## Assignment
Each line of the listing below should come back exactly as it is.

## Dataset excerpt

____________________

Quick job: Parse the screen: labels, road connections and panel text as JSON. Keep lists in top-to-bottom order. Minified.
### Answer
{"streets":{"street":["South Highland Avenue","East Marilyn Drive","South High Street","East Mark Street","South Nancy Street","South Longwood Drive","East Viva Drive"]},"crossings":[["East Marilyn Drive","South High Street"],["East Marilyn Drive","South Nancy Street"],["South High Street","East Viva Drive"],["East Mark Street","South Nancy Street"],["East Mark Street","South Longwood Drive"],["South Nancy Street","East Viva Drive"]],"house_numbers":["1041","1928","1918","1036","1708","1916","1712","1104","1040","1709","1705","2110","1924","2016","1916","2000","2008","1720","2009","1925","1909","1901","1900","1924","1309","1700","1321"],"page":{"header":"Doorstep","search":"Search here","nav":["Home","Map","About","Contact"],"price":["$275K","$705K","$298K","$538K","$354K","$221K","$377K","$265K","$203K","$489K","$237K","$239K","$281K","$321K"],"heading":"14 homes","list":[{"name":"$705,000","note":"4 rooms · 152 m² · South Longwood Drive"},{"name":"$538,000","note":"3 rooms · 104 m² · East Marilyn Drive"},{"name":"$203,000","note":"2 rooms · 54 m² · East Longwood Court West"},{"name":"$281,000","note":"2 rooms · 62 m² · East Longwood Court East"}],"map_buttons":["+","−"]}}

____________________

## Answer section
Quick job: Parse the screen: labels, road connections and panel text as JSON. Keep lists in top-to-bottom order. Minified.
### Answer
{"streets":{"street":["South Highland Avenue","East Marilyn Drive","South High Street","East Mark Street","South Nancy Street","South Longwood Drive","East Viva Drive"]},"crossings":[["East Marilyn Drive","South High Street"],["East Marilyn Drive","South Nancy Street"],["South High Street","East Viva Drive"],["East Mark Street","South Nancy Street"],["East Mark Street","South Longwood Drive"],["South Nancy Street","East Viva Drive"]],"house_numbers":["1041","1928","1918","1036","1708","1916","1712","1104","1040","1709","1705","2110","1924","2016","1916","2000","2008","1720","2009","1925","1909","1901","1900","1924","1309","1700","1321"],"page":{"header":"Doorstep","search":"Search here","nav":["Home","Map","About","Contact"],"price":["$275K","$705K","$298K","$538K","$354K","$221K","$377K","$265K","$203K","$489K","$237K","$239K","$281K","$321K"],"heading":"14 homes","list":[{"name":"$705,000","note":"4 rooms · 152 m² · South Longwood Drive"},{"name":"$538,000","note":"3 rooms · 104 m² · East Marilyn Drive"},{"name":"$203,000","note":"2 rooms · 54 m² · East Longwood Court West"},{"name":"$281,000","note":"2 rooms · 62 m² · East Longwood Court East"}],"map_buttons":["+","−"]}}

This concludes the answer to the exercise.